We haven’t really understood the mechanisms of resistance following treatment with bevacizumab. We have some data that there is a dynamic change of the pathways of angiogenesis that are activating following treatment with bevacizumab. So, it makes sense to change the way to impact angiogenesis like it’s done by nintedanib, because nintedanib is interfering with various pathways that are associated with tumor-related angiogenesis. We have looked for the efficacy of nintedanib, in particular following treatment with bevacizumab. We had a cohort of patients pretreated with bevacizumab that received nintedanib at time of progression, and we have seen a consistent signal of efficacy for these patients who have been pretreated with bevacizumab. So, for practical considerations, even if a patient has received prior treatment with bevacizumab, they also would be an appropriate candidate for the combination of nintedanib and docetaxel, for example.

Talking about the optimum sequence of antiangiogenic approaches, currently we have, I would say, the clinical avenue.
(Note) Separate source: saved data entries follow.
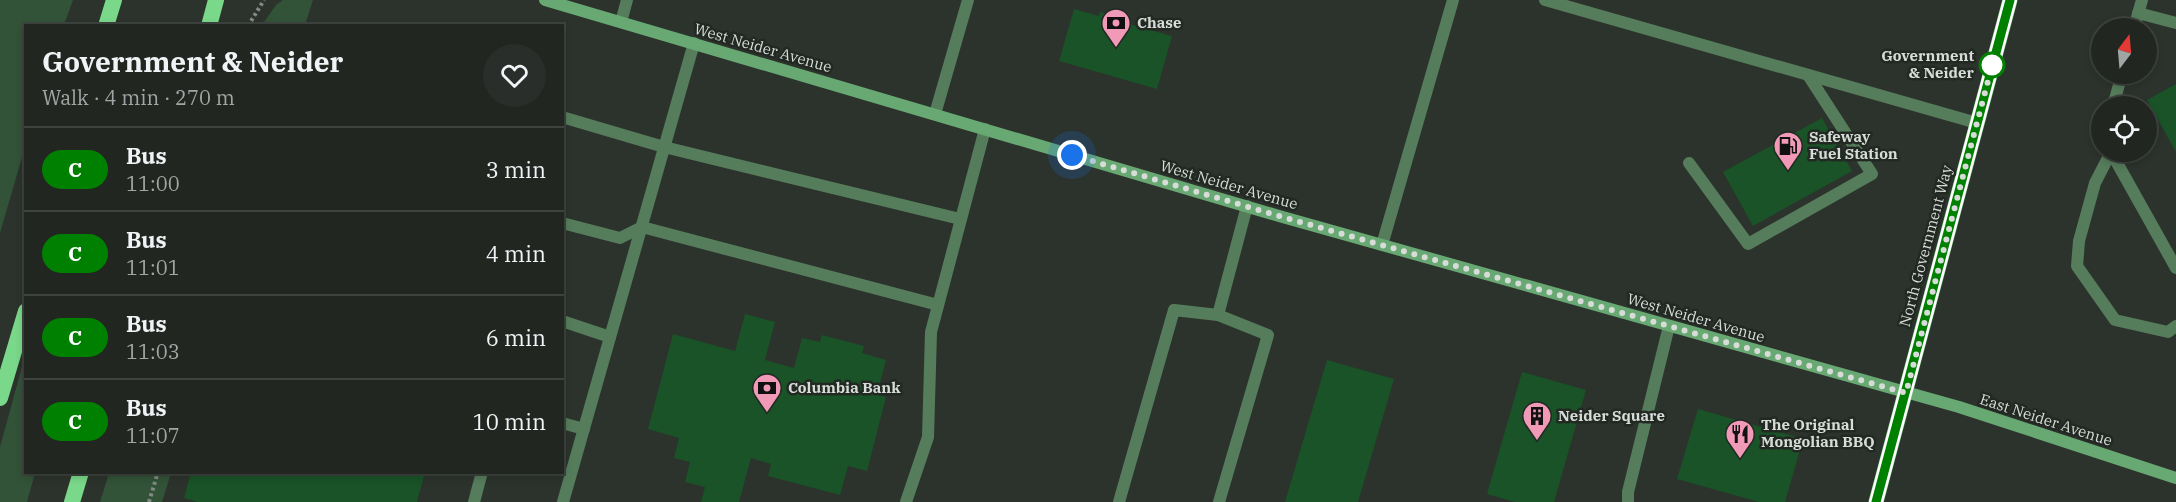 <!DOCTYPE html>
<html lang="en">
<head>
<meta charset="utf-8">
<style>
  body { margin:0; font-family:"IBM Plex Serif",serif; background:#292e2a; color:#f1f3f6; height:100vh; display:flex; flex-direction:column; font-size:22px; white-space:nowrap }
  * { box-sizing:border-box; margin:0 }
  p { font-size:20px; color:#a2a5a5 }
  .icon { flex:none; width:33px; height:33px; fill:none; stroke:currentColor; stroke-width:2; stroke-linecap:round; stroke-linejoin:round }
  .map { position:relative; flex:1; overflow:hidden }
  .side { position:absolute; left:24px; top:24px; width:540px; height:450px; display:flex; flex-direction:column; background:#212621; border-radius:0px; box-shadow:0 3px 9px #0003,0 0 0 2px #3e433f }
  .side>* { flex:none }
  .badge { padding:0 12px; border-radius:20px; font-size:21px; line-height:39px }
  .needle { width:39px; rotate:16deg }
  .buttons { position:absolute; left:2091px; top:18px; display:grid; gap:12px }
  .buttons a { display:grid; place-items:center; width:66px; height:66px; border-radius:50%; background:#212621; box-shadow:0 3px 9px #0003,0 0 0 2px #3e433f; font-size:30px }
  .you { position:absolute; width:30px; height:30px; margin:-15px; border:4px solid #fff; border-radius:50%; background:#1a73e8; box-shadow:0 0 0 9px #1a73e833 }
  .map>.badge { position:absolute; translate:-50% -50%; box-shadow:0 0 0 3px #fff }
  .round { display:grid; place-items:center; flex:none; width:63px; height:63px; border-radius:32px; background:#292e2a }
  .overview { display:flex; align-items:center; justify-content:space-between; height:102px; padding:0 18px }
  h1 { font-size:28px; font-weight:800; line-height:45px }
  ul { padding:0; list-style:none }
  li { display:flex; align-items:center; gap:18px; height:84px; padding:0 18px; border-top:2px solid #3e433f }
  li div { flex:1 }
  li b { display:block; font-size:22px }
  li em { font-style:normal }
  li .badge { min-width:66px; font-weight:700; text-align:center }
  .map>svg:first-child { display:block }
  .green { fill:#325337 }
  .building { fill:#195327 }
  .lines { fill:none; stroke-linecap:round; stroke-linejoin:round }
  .path { stroke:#838984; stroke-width:4; stroke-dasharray:3 3; stroke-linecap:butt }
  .service { stroke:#567d5b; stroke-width:12 }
  .secondary { stroke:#68a872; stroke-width:12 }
  .primary { stroke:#75c982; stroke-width:15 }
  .trunk { stroke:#7ad88a; stroke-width:16 }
  .line-casing { stroke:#fff; stroke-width:14 }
  .line { stroke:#008000; stroke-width:9 }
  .walk { stroke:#d7dcd8; stroke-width:6; stroke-dasharray:0 10.8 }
  .stop-dot { fill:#fff; stroke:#008000; stroke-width:3 }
  .labels { text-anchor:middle; stroke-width:5; stroke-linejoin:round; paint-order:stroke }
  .poi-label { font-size:15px; font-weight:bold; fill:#d7dcd8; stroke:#222923; text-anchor:start }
  .street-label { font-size:15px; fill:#d7dcd8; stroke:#222923 }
  .stop-label { font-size:15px; font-weight:bold; fill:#d7dcd8; stroke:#222923; text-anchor:end }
</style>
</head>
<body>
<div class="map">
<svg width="2176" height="502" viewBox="0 0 2176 502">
  <rect width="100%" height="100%" fill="#2c332c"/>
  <g class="green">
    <path d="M0,0H73L64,25L26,26L25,147L0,233Z"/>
    <path d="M283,0H313L305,25H262L276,5Z"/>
    <path d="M25,356L26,472L35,473L27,502H0V447Z"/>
    <path d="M109,473V472L171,473L162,502H100Z"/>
  </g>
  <g class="building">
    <path d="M1074,9L1099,16L1100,12L1126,19L1125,23L1172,36L1157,89L1059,61Z"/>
    <path d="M2176,84V152L2147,100Z"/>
    <path d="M1822,118L1852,171L1753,226L1723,172Z"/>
    <path d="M745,314L775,322L765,360L794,368L802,338L820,342L822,335L864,346L862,353L886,360L877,394L886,397L867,471L848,466L840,495L768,476L771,464L751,458L739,502H701L705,487L685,482L690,462L674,458L679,438L648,429L673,334L735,351Z"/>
    <path d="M1327,360L1394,379L1358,502H1285Z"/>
    <path d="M1522,372L1586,390L1554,502H1515L1487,494Z"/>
    <path d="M1698,409L1803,439L1785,502H1759L1677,479Z"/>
    <path d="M191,472H425L417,502H197L184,498Z"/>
  </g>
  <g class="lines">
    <g class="path">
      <path d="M248,26L264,0"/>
      <path d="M149,502L158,472"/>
    </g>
    <g class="service">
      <path d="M1545,0L1977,123"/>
      <path d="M2138,13L2176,23"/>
      <path d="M621,22L627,0"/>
      <path d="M2134,28L2142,0"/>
      <path d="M2113,106L2122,74"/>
      <path d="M935,114L968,0"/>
      <path d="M562,117L664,147L960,219"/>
      <path d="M2111,152L2095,183L2079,241L2077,266L2115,320L2168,332L2176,326"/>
      <path d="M2111,152L2176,268"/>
      <path d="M1689,163L1748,244L1872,174L1808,75"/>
      <path d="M562,223L620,238L642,227L938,305"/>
      <path d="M1382,245L1453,0"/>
      <path d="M1218,315L1247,206"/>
      <path d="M562,321L610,337"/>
      <path d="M562,423L584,429"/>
      <path d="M474,502L482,472"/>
      <path d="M563,502L694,43"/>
      <path d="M906,502L928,437L931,332L985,129"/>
      <path d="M1119,502L1174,310L1218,315L1268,335L1219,502"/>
      <path d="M1628,502V492L1669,326"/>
    </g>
    <path class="secondary" d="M545,0L1279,216L1959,407L2176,478"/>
    <path class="primary" d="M1876,502L2010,0"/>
    <g class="trunk">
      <path d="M106,26L114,0"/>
      <path d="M209,26L216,0"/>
      <path d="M0,398L26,311"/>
      <path d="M72,502L81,472"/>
    </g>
  </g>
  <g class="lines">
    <g class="line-casing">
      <path id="line" d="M1876,502L2010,0"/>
    </g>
    <use href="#line" class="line"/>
    <path class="walk" d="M1072,155L1279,216L1906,393L1993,62L1992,65"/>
  </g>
  <defs>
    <g id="bank-pin" transform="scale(1.5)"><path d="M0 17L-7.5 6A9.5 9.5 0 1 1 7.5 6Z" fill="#f09ab7" stroke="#222923"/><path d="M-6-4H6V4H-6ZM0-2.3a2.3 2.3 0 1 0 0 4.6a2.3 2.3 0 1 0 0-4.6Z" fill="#111"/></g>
    <g id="fuel-pin" transform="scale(1.5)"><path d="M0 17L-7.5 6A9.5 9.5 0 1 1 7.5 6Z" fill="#f09ab7" stroke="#222923"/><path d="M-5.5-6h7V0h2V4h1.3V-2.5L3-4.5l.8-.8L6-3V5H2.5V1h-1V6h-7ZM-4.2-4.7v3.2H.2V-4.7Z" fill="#111"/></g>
    <g id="building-pin" transform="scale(1.5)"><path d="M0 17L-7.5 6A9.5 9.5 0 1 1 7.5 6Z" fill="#f09ab7" stroke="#222923"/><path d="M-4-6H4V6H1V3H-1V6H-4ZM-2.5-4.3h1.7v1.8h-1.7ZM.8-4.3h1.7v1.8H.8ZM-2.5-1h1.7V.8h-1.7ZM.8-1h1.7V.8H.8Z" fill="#111"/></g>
    <g id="restaurant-pin" transform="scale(1.5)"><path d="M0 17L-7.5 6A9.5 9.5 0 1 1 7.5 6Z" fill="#f09ab7" stroke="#222923"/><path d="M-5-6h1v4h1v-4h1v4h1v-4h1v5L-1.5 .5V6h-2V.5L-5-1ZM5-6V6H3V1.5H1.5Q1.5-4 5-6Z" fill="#111"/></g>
  </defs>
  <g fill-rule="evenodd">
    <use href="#bank-pin" x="1116" y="23"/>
    <use href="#fuel-pin" x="1788" y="146"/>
    <use href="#bank-pin" x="767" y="388"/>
    <use href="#building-pin" x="1537" y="416"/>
    <use href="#restaurant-pin" x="1740" y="434"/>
  </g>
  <circle class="stop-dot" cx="1992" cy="65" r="12"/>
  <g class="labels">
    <g class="poi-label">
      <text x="1137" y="28">Chase</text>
      <text x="1809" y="142">Safeway<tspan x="1809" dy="17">Fuel Station</tspan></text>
      <text x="788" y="393">Columbia Bank</text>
      <text x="1558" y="421">Neider Square</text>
      <text x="1761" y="430">The Original<tspan x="1761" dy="17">Mongolian BBQ</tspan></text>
    </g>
    <g class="street-label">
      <text transform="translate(763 48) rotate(16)" y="5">West Neider Avenue</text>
      <text transform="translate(1229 185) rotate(16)" y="5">West Neider Avenue</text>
      <text transform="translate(1926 246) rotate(-75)" y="5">North Government Way</text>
      <text transform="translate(1696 318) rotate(16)" y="5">West Neider Avenue</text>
      <text transform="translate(2046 420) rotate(18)" y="5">East Neider Avenue</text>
    </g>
    <g class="stop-label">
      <text x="1974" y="61">Government<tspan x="1974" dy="17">&amp; Neider</tspan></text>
    </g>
  </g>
</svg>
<div class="buttons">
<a><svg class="needle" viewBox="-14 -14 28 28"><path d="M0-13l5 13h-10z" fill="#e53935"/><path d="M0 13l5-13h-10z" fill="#a2a5a5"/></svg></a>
<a><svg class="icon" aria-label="locate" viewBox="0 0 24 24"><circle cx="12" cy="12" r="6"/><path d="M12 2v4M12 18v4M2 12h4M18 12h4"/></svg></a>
</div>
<div class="you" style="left:1072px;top:155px"></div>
<section class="side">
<div class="overview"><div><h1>Government &amp; Neider</h1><p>Walk · 4 min · 270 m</p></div><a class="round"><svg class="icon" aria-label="heart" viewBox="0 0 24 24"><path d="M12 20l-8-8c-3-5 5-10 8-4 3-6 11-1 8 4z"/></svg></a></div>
<ul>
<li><span class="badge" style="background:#008000;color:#fff">C</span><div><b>Bus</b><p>11:00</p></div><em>3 min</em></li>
<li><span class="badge" style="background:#008000;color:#fff">C</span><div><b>Bus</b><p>11:01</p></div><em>4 min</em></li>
<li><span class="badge" style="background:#008000;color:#fff">C</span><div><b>Bus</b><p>11:03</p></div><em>6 min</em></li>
<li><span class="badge" style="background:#008000;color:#fff">C</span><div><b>Bus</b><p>11:07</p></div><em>10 min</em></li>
</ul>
</section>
</div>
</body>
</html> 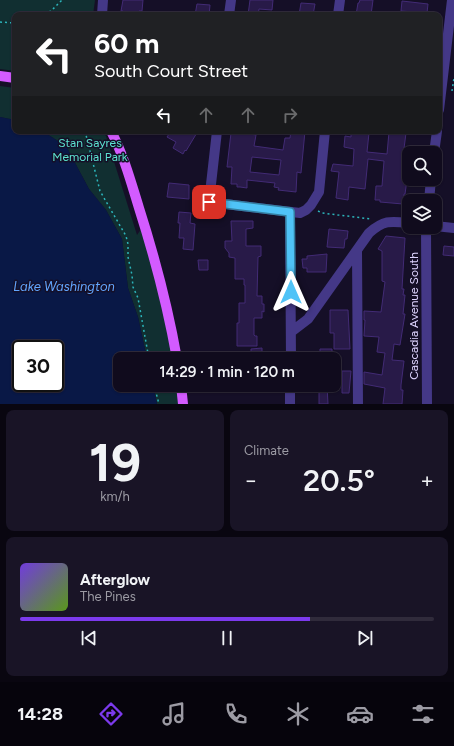 <!DOCTYPE html>
<meta charset="utf-8">
<style>
:root{--surface:#100b1d;--page:#191426;--text:#f1f3f6;--muted:#9c9ba4;--line:#302b3b;--accent:#7c3aed}
body{margin:0;font-family:Figtree,sans-serif;background:var(--page);color:var(--text);height:100vh;display:flex;flex-direction:column;font-size:15px;white-space:nowrap}
*{box-sizing:border-box;margin:0}
p{font-size:13px;color:var(--muted)}
.icon{flex:none;width:22px;height:22px;fill:none;stroke:currentColor;stroke-width:2;stroke-linecap:round;stroke-linejoin:round}
.map{position:relative;height:404px;overflow:hidden}
.side{display:flex;flex-direction:column;gap:6px;padding:6px;background:#090610;flex:1}
.side>*{flex:none}
.hud{position:absolute;left:12px;top:12px;width:430px;height:122px;border-radius:8px;box-shadow:0 1px 3px #0004,0 0 0 1px var(--line);background:#202124;color:#fff;overflow:hidden}
.fabs{position:absolute;left:402px;top:146px;display:grid;gap:8px}
.fabs a{display:grid;place-items:center;width:40px;height:40px;border-radius:8px;background:var(--surface);box-shadow:0 1px 3px #0004,0 0 0 1px var(--line);font-size:20px}
.speed{position:absolute;left:12px;top:340px;display:flex;gap:8px;font-size:20px;font-weight:700;text-align:center}
.speed>*{display:grid;place-content:center;width:52px;height:52px;border-radius:50%;background:var(--surface);box-shadow:0 1px 3px #0004,0 0 0 1px var(--line);line-height:1}
.speed .limit{border:2px solid #111;border-radius:6px;background:#fff;color:#111}
.pin{position:absolute;display:grid;place-items:center;width:34px;height:34px;color:#fff;margin:-17px;border-radius:8px;box-shadow:0 2px 6px #0006}
.me{position:absolute;width:44px;margin:-22px;rotate:0deg;stroke-linejoin:round;filter:drop-shadow(0 0 3px #0008)}
.turn{display:flex;align-items:center;gap:14px;height:84px;padding:0 16px;font-size:18px}
.turn .icon{width:52px;height:52px;stroke-width:2.5}
.turn b{display:block;font-size:28px;line-height:34px}
.lanes{display:flex;align-items:center;height:38px;padding:0 16px;background:#0003;justify-content:center;gap:20px;direction:ltr}
.lanes .off{opacity:.35}
.big{font-size:30px;font-weight:600;line-height:1.1}
.side .widget{flex:1;display:flex;flex-direction:column;justify-content:center;gap:6px;min-width:0;padding:0 14px;border-radius:8px;background:var(--page)}
.side .dial{align-items:center;gap:0}
.dial b{font-size:52px;line-height:1}
.song{display:flex;align-items:center;gap:12px}
.cover{width:48px;height:48px;border-radius:6px;background:linear-gradient(135deg,hsl(260 70% 55%),hsl(90 70% 35%))}
.played{height:4px;border-radius:2px;background:linear-gradient(90deg,var(--accent) 70%,var(--line) 70%)}
.keys{display:flex;justify-content:space-around;direction:ltr}
.heat{display:flex;justify-content:space-between;align-items:center;font-size:22px;direction:ltr}
.side .tiles{flex:1;display:grid;gap:6px;grid-template-columns:1fr 1fr}
.widget:last-child{grid-column:span 2}
.trip{position:absolute;left:113px;top:352px;width:228px;height:40px;border-radius:8px;background:var(--surface);box-shadow:0 1px 3px #0004,0 0 0 1px var(--line);font-weight:600;line-height:40px;text-align:center}
.dock{display:flex;height:64px;justify-content:space-around;align-items:center;background:#06040c;color:var(--muted)}
.dock .icon{width:28px;height:28px}
.dock .on{color:var(--accent)}
.dock b{font-size:18px;color:var(--text)}
.map>svg:first-child{display:block}
.green{fill:#112f31}
.water{fill:#091846;fill-rule:evenodd}
.building{fill:#281a48;stroke:#422b75;fill-rule:evenodd}
.lines{fill:none;stroke-linecap:round;stroke-linejoin:round}
.path{stroke:#2cb5bb;stroke-width:1.5;stroke-dasharray:2 3;stroke-linecap:butt}
.minor{stroke:#443887;stroke-width:10}
.major{stroke:#d35bff;stroke-width:10}
.route-casing{stroke:#337fa1;stroke-width:10}
.route{stroke:#4fc3f7;stroke-width:7}
.labels{text-anchor:middle;stroke-width:3;stroke-linejoin:round;paint-order:stroke}
.park-label{font-size:12px;fill:#5ce3d0;stroke:#150f27}
.street-label{font-size:12px;fill:#ded4ff;stroke:#150f27}
.water-label{font-size:13px;font-style:italic;fill:#62a6ff;stroke:#150f27}
</style>
<div class="map">
<svg width="454" height="404" viewBox="0 0 454 404">
<rect width="100%" height="100%" fill="#150f27"/>
<path class="green" d="M0 0H95L93 15H15V71L0 69Z
M0 86 15 88V120L0 117Z
M42 131H102L106 136 137 235 144 225 177 359H147L138 317 128 288 122 239 106 210 89 189 66 146Z
M153 385H181L183 404H157Z"/>
<path class="water" d="M0 117 15 120V131H42L66 146 89 189 106 210 122 239 128 288 138 317 147 359H120V385H153L157 404H0ZM21 349H55V383H21Z"/>
<path class="building" d="M123 0H143L142 11H139L138 15H123V11H121Z
M250 0H273L272 10 259 9 258 15H248Z
M360 0H373L371 15H356L358 3H359Z
M402 1 428 4 427 13 401 11Z
M301 3 315 4 313 15H299Z
M197 4 210 5 209 15H195Z
M171 131H198L186 151 185 150 183 154 173 148 176 142 167 137Z
M291 131H305L301 173 297 172 296 192 278 190 279 188 274 187 275 183 247 180V188L240 187H237V184H231L232 167H227L231 133 236 134V132L256 135 254 146 283 150 285 138H290ZM252 157 281 160 279 175 250 172Z
M355 131 365 132V133H369L367 152 387 154 389 132 406 133 402 164 403 167H407L406 173H408L405 194H404L403 204 380 202V200H375L376 186H382L384 161 368 159 365 189 349 187 348 200 336 198 339 172 331 171 333 164 353 166 354 149 344 147 345 136 351 137V132L355 133Z
M169 183 189 185V199L167 197Z
M179 212 191 213 190 223 195 224 193 250 183 249 184 238H179L180 223H178Z
M231 221H253V228L246 229V246H261V256L258 257 257 296H262V304H264V312L262 311V318H254V335L255 336H257V346H237V323H239V303H245V285H244V279H235V258L229 257V253L225 248V241H232Z
M329 229 348 231 347 239H345L344 248 327 247Z
M386 236 405 238 402 289H404L403 295H405L403 314H405L400 345 394 344 392 360 404 361 401 385V390H403L402 404H383L385 388 364 384V372L382 375 385 353 377 352 379 337 364 336 365 320H364V311L381 312 385 282 382 281V251L378 249Z
M444 246 454 247V256L443 255Z
M327 254 326 272H307V268H303L302 259H307V256Z
M198 260H208V270H199Z
M330 310H348L350 349H334V333H330Z
M262 348V357H251V349Z
M320 349H332V359H320Z
M342 371H351L349 393H342Z
M319 385H327L328 404H319Z"/>
<g class="lines">
<path class="path" d="M45 15 52 10 62 0
M0 22 15 23
M452 91 454 78
M85 131 100 191 126 236 128 244V257L132 275 133 287 138 298 149 359
M318 211 322 213 371 219
M154 385 159 404"/>
<path class="minor" d="M102 15 103 0
M229 15 231 0
M338 15 340 0
M439 110 452 0
M217 131 209 202 300 213 306 210 311 205 319 192 325 131
M434 153 437 131
M429 201 431 179
M290 212 291 359
M435 226 454 228
M426 227 427 404
M357 251 358 404
M291 332 308 319 369 233C384 220 390 221 409 223
M290 404V385"/>
<path class="major" d="M0 76 15 78
M111 131C124 156 131 182 139 208 155 258 168 308 177 359
M181 385 183 404"/>
</g>
<g class="lines">
<g class="route-casing">
<path id="route" d="M209 202 290 212 291 292"/>
</g>
<use href="#route" class="route"/>
</g>
<g class="labels">
<g class="park-label">
<text x="90" y="147">Stan Sayres<tspan x="90" dy="14">Memorial Park</tspan></text>
</g>
<g class="street-label">
<text transform="translate(414 316) rotate(-90)" y="4">Cascadia Avenue South</text>
</g>
<g class="water-label">
<text x="64" y="291">Lake Washington</text>
</g>
</g>
</svg>
<div class="fabs">
<a><svg class="icon" aria-label="search" viewBox="0 0 24 24"><circle cx="10" cy="10" r="6"/><path d="M15 15l6 6"/></svg></a>
<a><svg class="icon" aria-label="layers" viewBox="0 0 24 24"><path d="M12 4l9 5-9 5-9-5zM3 14l9 5 9-5"/></svg></a>
</div>
<div class="speed"><div class="limit">30</div></div>
<div class="pin" style="left:209px;top:202px;background:#d93025"><svg class="icon" aria-label="arrive" viewBox="0 0 24 24"><path d="M6 21V4h12l-3 4 3 4H6"/></svg></div>
<svg class="me" style="left:291px;top:292px" viewBox="-20 -20 40 40"><path d="M0-17L14 15 0 8-14 15z" fill="#4fc3f7" stroke="#fff" stroke-width="4"/></svg>
<div class="trip">14:29 · 1 min · 120 m</div>
<div class="hud">
<div class="turn"><svg class="icon" aria-label="left" viewBox="0 0 24 24"><path d="M17 20v-9H6M10 6l-5 5 5 5"/></svg><div><b>60 m</b>South Court Street</div></div>
<div class="lanes"><svg class="icon" aria-label="left" viewBox="0 0 24 24"><path d="M17 20v-9H6M10 6l-5 5 5 5"/></svg><svg class="icon off" aria-label="ahead" viewBox="0 0 24 24"><path d="M12 20V5M6 11l6-6 6 6"/></svg><svg class="icon off" aria-label="ahead" viewBox="0 0 24 24"><path d="M12 20V5M6 11l6-6 6 6"/></svg><svg class="icon off" aria-label="right" viewBox="0 0 24 24"><path d="M7 20v-9h11M14 6l5 5-5 5"/></svg></div>
</div>
</div>
<section class="side">
<div class="tiles">
<div class="widget dial"><b>19</b><p>km/h</p></div>
<div class="widget"><p>Climate</p>
<div class="heat"><a>−</a><b class="big">20.5°</b><a>+</a></div>
</div>
<div class="widget">
<div class="song"><i class="cover"></i><div><b>Afterglow</b><p>The Pines</p></div></div>
<div class="played"></div>
<div class="keys"><svg class="icon" aria-label="previous" viewBox="0 0 24 24"><path d="M18 5L8 12l10 7zM5 5v14"/></svg><svg class="icon" aria-label="pause" viewBox="0 0 24 24"><path d="M8 5v14M16 5v14"/></svg><svg class="icon" aria-label="next" viewBox="0 0 24 24"><path d="M6 5l10 7-10 7zM19 5v14"/></svg></div>
</div>
</div>
</section>
<nav class="dock">
<b>14:28</b>
<svg class="icon on" aria-label="directions" viewBox="0 0 24 24"><path d="M12 3l9 9-9 9-9-9zM9 14v-3h6M13 9l2 2-2 2"/></svg>
<svg class="icon" aria-label="music" viewBox="0 0 24 24"><path d="M9 18V5l10-2v13"/><circle cx="6" cy="18" r="3"/><circle cx="16" cy="16" r="3"/></svg>
<svg class="icon" aria-label="phone" viewBox="0 0 24 24"><path d="M5 4h4l2 5-3 2q2 4 5 5l2-3 5 2v4C11 20 4 13 5 4z"/></svg>
<svg class="icon" aria-label="climate" viewBox="0 0 24 24"><path d="M12 3v18M4 7l16 10M4 17L20 7"/></svg>
<svg class="icon" aria-label="car" viewBox="0 0 24 24"><path d="M5 17H2v-5l4-1 3-4h7l3 4 3 1v5h-3M9 17h6M6 11h13"/><circle cx="7" cy="17" r="2"/><circle cx="17" cy="17" r="2"/></svg>
<svg class="icon" aria-label="filters" viewBox="0 0 24 24"><path d="M4 7h16M4 17h16"/><circle cx="9" cy="7" r="2"/><circle cx="15" cy="17" r="2"/></svg>
</nav>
This is the first-line efficacy that we have seen for bevacizumab followed by a differential antiangiogenic approach utilized by ramucirumab and nintedanib. Whether we are going to see additional trials looking at other sequences, I am in doubt, because currently there is so much going on in the field of immunotherapy that people are not really interested in novel antiangiogenic sequences. However, what we can say is that a sequence of different antiangiogenic approaches is efficacious and is something that is real for practical considerations.